The Pentagon protested Friday against Tuesday's "very close, very dangerous" intercept by a Chinese fighter jet of a U.S. Navy P-8A Poseidon aircraft over the South China Sea off the Chinese island of Hainan.
"We expressed our concerns through diplomatic channels," Rear Adm. John Kirby, the Pentagon press secretary, said at a briefing. The incident occurred Aug. 19 over international waters about 135 miles east of Hainan, Kirby said.
Kirby did not identify the type of Chinese fighter, which he said made several dangerous passes past the Poseidon, coming within 30 feet at one point. However, photos later released by the Pentagon showed what appeared to be a Chinese J-11B fighter aircraft.
The Chinese jet also did a barrel roll over the Poseidon and passed in front of the nose of the U.S. aircraft to show its belly and the missile pods on the underside of its wings, Kirby said.
Deputy National Security Advisor Ben Rhodes later called the Chinese action a "deeply concerning provocation" and said U.S. concerns had been conveyed to Beijing.
The incident was the latest aggressive action by China to assert its authority in the South China and East China Seas, where it has territorial disputes with Japan, Vietnam, the Philippines, Taiwan and South Korea.
U.S. aircraft routinely patrol off China's coast and the U.S. has repeatedly asserted its right to conduct the flights over international waters.
The P8-Poseidon, a modified version of the Boeing 737, was designed to replace the Navy's P-3 Orion patrol aircraft. The Poseidons are configured to conduct anti-submarine and anti-surface warfare with an array of missiles and depth charges, and they also can carry out electronic signals intelligence missions.

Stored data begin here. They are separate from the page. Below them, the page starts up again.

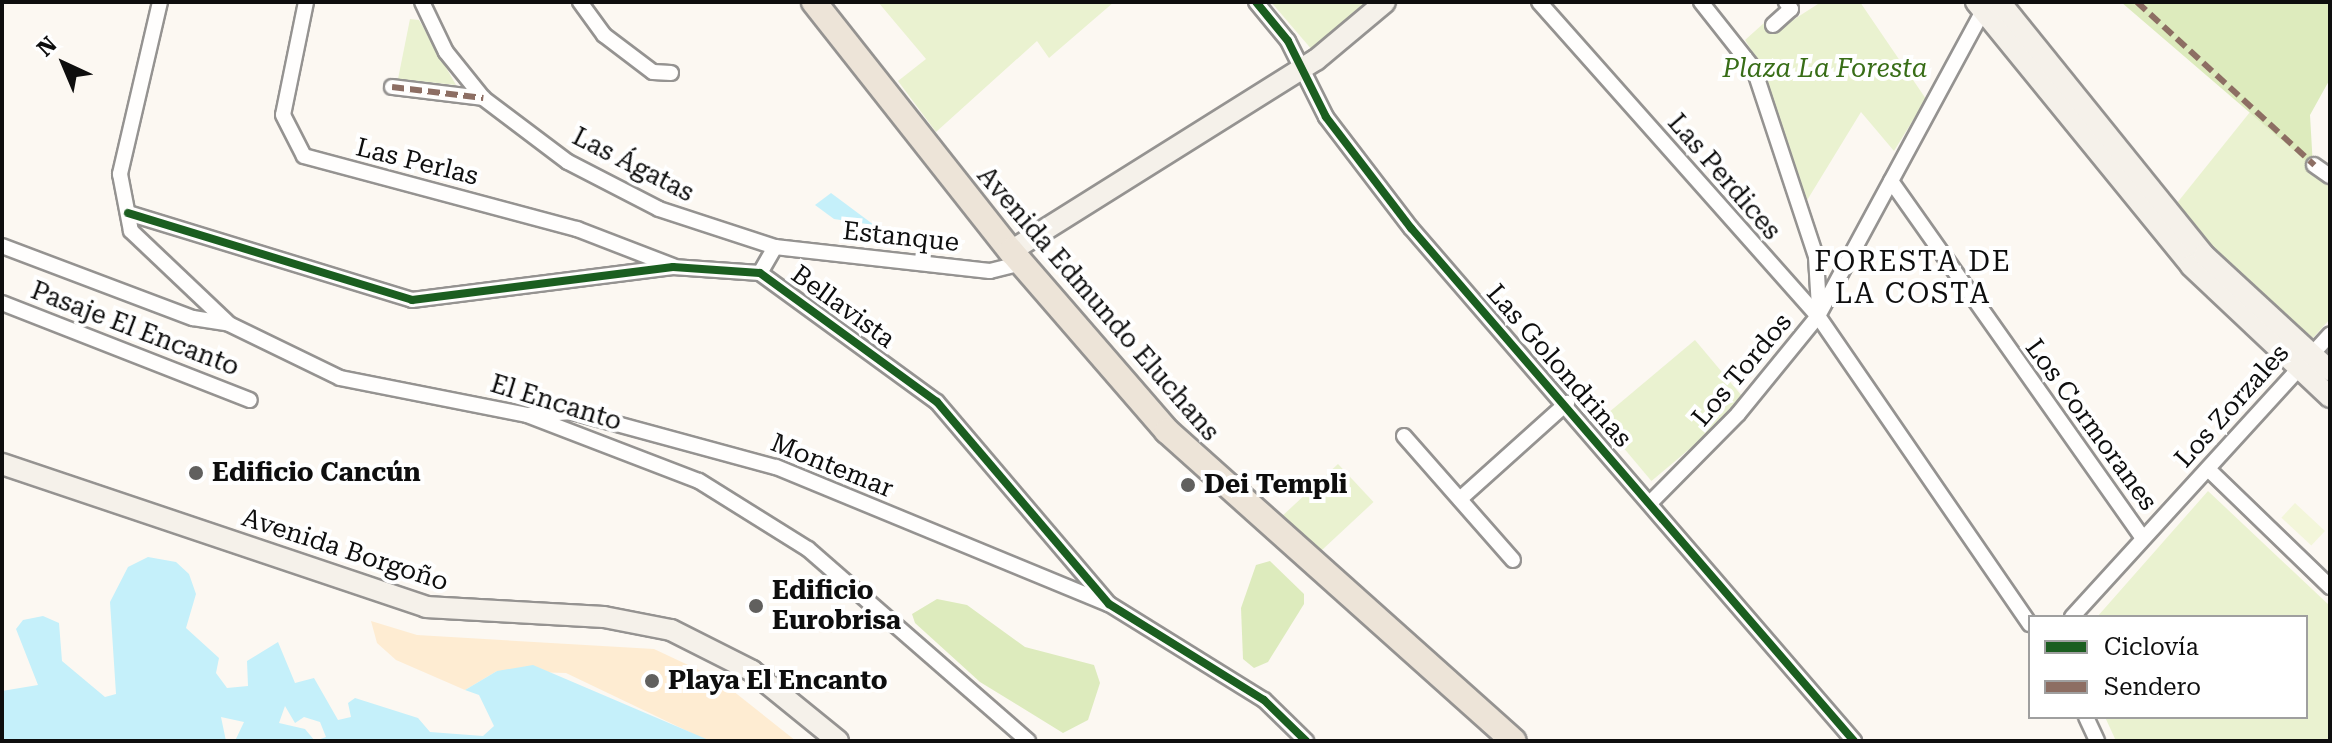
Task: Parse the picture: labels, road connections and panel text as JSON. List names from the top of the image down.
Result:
{
  "streets": {
    "main road": ["Avenida Edmundo Eluchans", "Avenida Borgoño"],
    "street": [
      "Las Perlas",
      "Las Ágatas",
      "Las Perdices",
      "Estanque",
      "Bellavista",
      "Pasaje El Encanto",
      "Las Golondrinas",
      "Los Tordos",
      "El Encanto",
      "Los Zorzales",
      "Los Cormoranes",
      "Montemar"
    ]
  },
  "crossings": [
    ["Las Perlas", "Bellavista"],
    ["Las Ágatas", "Estanque"],
    ["Las Ágatas", "Bellavista"],
    ["Las Perdices", "Los Tordos"],
    ["Estanque", "Avenida Edmundo Eluchans"],
    ["Estanque", "Bellavista"],
    ["Bellavista", "Montemar"],
    ["Las Golondrinas", "Los Tordos"],
    ["Los Tordos", "Los Cormoranes"],
    ["El Encanto", "Montemar"],
    ["Los Zorzales", "Los Cormoranes"]
  ],
  "districts": ["FORESTA DE LA COSTA"],
  "parks": ["Plaza La Foresta"],
  "places": [
    "Edificio Cancún",
    "Dei Templi",
    "Edificio Eurobrisa",
    "Playa El Encanto"
  ],
  "legend": ["Ciclovía", "Sendero"],
  "north": "top left"
}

Poseidons were recently deployed over the Indian Ocean to aid in the search for missing Malaysian Airlines Flight 370.
The incident near Hainan recalled the April 2001 collision near the island between a Navy EP-3 Orion and a Chinese J-8 fighter. The pilot of the Chinese fighter was killed but the badly-damaged Orion and its crew of 24 landed safely on Hainan. The crew was questioned for a week before being released.